# Logan County 21 pt buck!



## fishwendel2 (Nov 19, 2007)

This big buck was taken on the property next to the one I hunt. I had heard about him but never saw him when I was out. All I can say is wow. Who says all of the big boys are in SE Ohio


----------



## fishingredhawk (Apr 14, 2004)

WOW! What a buck!


----------



## squid_1 (Jun 2, 2005)

You talk about shaking....nice buck.


----------



## lilfeucht (Jun 16, 2008)

There are a ton of nice deer in that area and surrounding counties. That is a heck of a buck.


----------



## MuskieManOhio (Jun 29, 2008)

Heck, thats only something I see in my dreams..


----------



## Fishstix (Aug 16, 2005)

Geesh...that is one brute!
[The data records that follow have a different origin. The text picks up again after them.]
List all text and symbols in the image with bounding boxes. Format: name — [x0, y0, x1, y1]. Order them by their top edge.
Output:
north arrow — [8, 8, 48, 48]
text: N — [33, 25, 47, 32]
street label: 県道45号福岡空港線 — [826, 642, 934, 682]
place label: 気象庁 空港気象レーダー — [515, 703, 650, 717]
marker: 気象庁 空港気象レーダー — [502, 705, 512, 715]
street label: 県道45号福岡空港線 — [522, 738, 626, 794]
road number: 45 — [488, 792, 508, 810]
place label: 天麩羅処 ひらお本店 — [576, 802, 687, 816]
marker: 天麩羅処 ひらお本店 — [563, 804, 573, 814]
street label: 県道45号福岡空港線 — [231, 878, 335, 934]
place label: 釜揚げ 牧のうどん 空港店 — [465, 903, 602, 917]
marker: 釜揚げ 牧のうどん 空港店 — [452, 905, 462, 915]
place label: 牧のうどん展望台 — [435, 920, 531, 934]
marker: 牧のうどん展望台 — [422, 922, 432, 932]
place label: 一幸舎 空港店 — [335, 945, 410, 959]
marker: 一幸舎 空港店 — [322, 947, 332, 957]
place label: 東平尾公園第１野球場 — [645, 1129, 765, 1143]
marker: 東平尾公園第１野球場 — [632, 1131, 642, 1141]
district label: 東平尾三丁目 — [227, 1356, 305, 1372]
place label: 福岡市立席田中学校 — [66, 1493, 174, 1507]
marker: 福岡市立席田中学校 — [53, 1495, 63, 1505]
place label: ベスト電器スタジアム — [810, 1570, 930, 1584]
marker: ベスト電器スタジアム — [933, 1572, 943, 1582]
I would love to see something like that on hoof.


----------



## Jrose1973 (Nov 1, 2009)

Awesome Buck!


----------



## wave warrior (Oct 2, 2005)

MuskieManOhio said:


> Heck, thats only something I see in my dreams..


hell my dreams arent even THAT sweet!!! a real trophy right there!!!:!


----------



## OHBMQUINN (Sep 11, 2007)

really nice buck


----------



## Mushijobah (May 4, 2004)

I don't know if anyone in their right mind says all the big bucks are taken in SE Ohio, LOL. Nice buck.


----------